MIT Research News' Journal
 
[Most Recent Entries] [Calendar View]

Monday, June 20th, 2016

    Time Event
    12:00a
    Parallel programming made easy

    Computer chips have stopped getting faster. For the past 10 years, chips’ performance improvements have come from the addition of processing units known as cores.

    In theory, a program on a 64-core machine would be 64 times as fast as it would be on a single-core machine. But it rarely works out that way. Most computer programs are sequential, and splitting them up so that chunks of them can run in parallel causes all kinds of complications.

    In the May/June issue of the Institute of Electrical and Electronics Engineers’ journal Micro, researchers from MIT’s Computer Science and Artificial Intelligence Laboratory (CSAIL) will present a new chip design they call Swarm, which should make parallel programs not only much more efficient but easier to write, too.

    In simulations, the researchers compared Swarm versions of six common algorithms with the best existing parallel versions, which had been individually engineered by seasoned software developers. The Swarm versions were between three and 18 times as fast, but they generally required only one-tenth as much code — or even less. And in one case, Swarm achieved a 75-fold speedup on a program that computer scientists had so far failed to parallelize.

    “Multicore systems are really hard to program,” says Daniel Sanchez, an assistant professor in MIT’s Department of Electrical Engineering and Computer Science, who led the project. “You have to explicitly divide the work that you’re doing into tasks, and then you need to enforce some synchronization between tasks accessing shared data. What this architecture does, essentially, is to remove all sorts of explicit synchronization, to make parallel programming much easier. There’s an especially hard set of applications that have resisted parallelization for many, many years, and those are the kinds of applications we’ve focused on in this paper.”

    Many of those applications involve the exploration of what computer scientists call graphs. A graph consists of nodes, typically depicted as circles, and edges, typically depicted as line segments connecting the nodes. Frequently, the edges have associated numbers called “weights,” which might represent, say, the strength of correlations between data points in a data set, or the distances between cities.
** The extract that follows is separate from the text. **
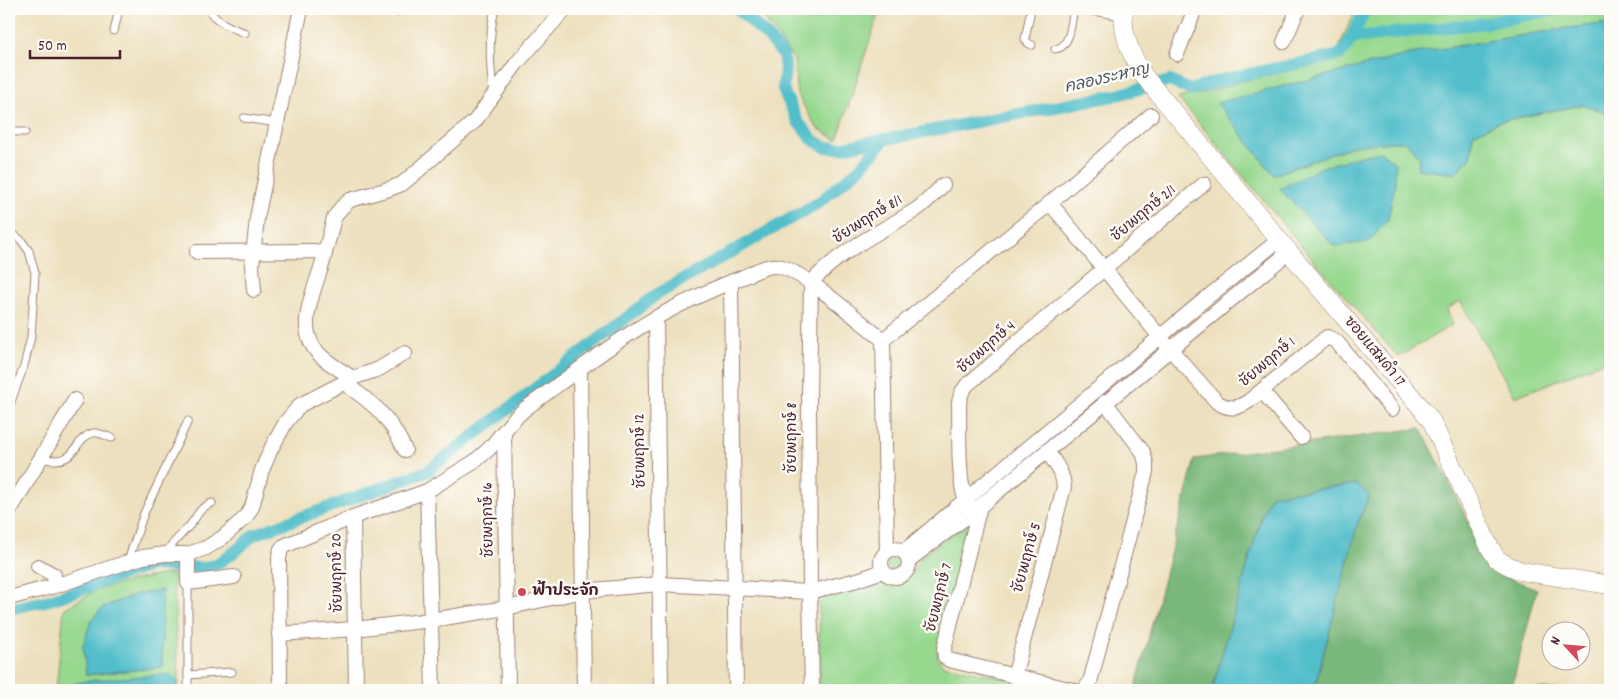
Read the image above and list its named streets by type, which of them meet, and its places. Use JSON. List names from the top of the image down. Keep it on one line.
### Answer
{"streets":{"street":["ชัยพฤกษ์ 2/1","ชัยพฤกษ์ 8/1","ชัยพฤกษ์ 4","ซอยแสมดำ 17","ชัยพฤกษ์ 1","ชัยพฤกษ์ 8","ชัยพฤกษ์ 12","ชัยพฤกษ์ 16","ชัยพฤกษ์ 5","ชัยพฤกษ์ 20","ชัยพฤกษ์ 7"]},"crossings":[["ชัยพฤกษ์ 2/1","ชัยพฤกษ์ 4"],["ชัยพฤกษ์ 2/1","ชัยพฤกษ์ 1"],["ชัยพฤกษ์ 8/1","ชัยพฤกษ์ 8"],["ชัยพฤกษ์ 4","ชัยพฤกษ์ 1"],["ชัยพฤกษ์ 4","ชัยพฤกษ์ 7"],["ชัยพฤกษ์ 5","ชัยพฤกษ์ 7"]],"water":["คลองระหาญ"],"places":["ฟ้าประจัก"],"scale_bar":"50 m","north":"top left"}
    Graphs crop up in a wide range of computer science problems, but their most intuitive use may be to describe geographic relationships. Indeed, one of the algorithms that the CSAIL researchers evaluated is the standard algorithm for finding the fastest driving route between two points.

    Setting priorities

    In principle, exploring graphs would seem to be something that could be parallelized: Different cores could analyze different regions of a graph or different paths through the graph at the same time. The problem is that with most graph-exploring algorithms, it gradually becomes clear that whole regions of the graph are irrelevant to the problem at hand. If, right off the bat, cores are tasked with exploring those regions, their exertions end up being fruitless.

    Of course, fruitless analysis of irrelevant regions is a problem for sequential graph-exploring algorithms, too, not just parallel ones. So computer scientists have developed a host of application-specific techniques for prioritizing graph exploration. An algorithm might begin by exploring just those paths whose edges have the lowest weights, for instance, or it might look first at those nodes with the lowest number of edges.

    What distinguishes Swarm from other multicore chips is that it has extra circuitry for handling that type of prioritization. It time-stamps tasks according to their priorities and begins working on the highest-priority tasks in parallel. Higher-priority tasks may engender their own lower-priority tasks, but Swarm slots those into its queue of tasks automatically.

    Occasionally, tasks running in parallel may come into conflict. For instance, a task with a lower priority may write data to a particular memory location before a higher-priority task has read the same location. In those cases, Swarm automatically backs out the results of the lower-priority tasks. It thus maintains the synchronization between cores accessing the same data that programmers previously had to worry about themselves.

    Indeed, from the programmer’s perspective, using Swarm is pretty painless. When the programmer defines a function, he or she simply adds a line of code that loads the function into Swarm’s queue of tasks. The programmer does have to specify the metric — such as edge weight or number of edges — that the program uses to prioritize tasks, but that would be necessary, anyway. Usually, adapting an existing sequential algorithm to Swarm requires the addition of only a few lines of code.

    Keeping tabs

    The hard work falls to the chip itself, which Sanchez designed in collaboration with Mark Jeffrey and Suvinay Subramanian, both MIT graduate students in electrical engineering and computer science; Cong Yan, who did her master’s as a member of Sanchez’s group and is now a PhD student at the University of Washington; and Joel Emer, a professor of the practice in MIT’s Department of Electrical Engineering and Computer Science, and a senior distinguished research scientist at the chip manufacturer NVidia.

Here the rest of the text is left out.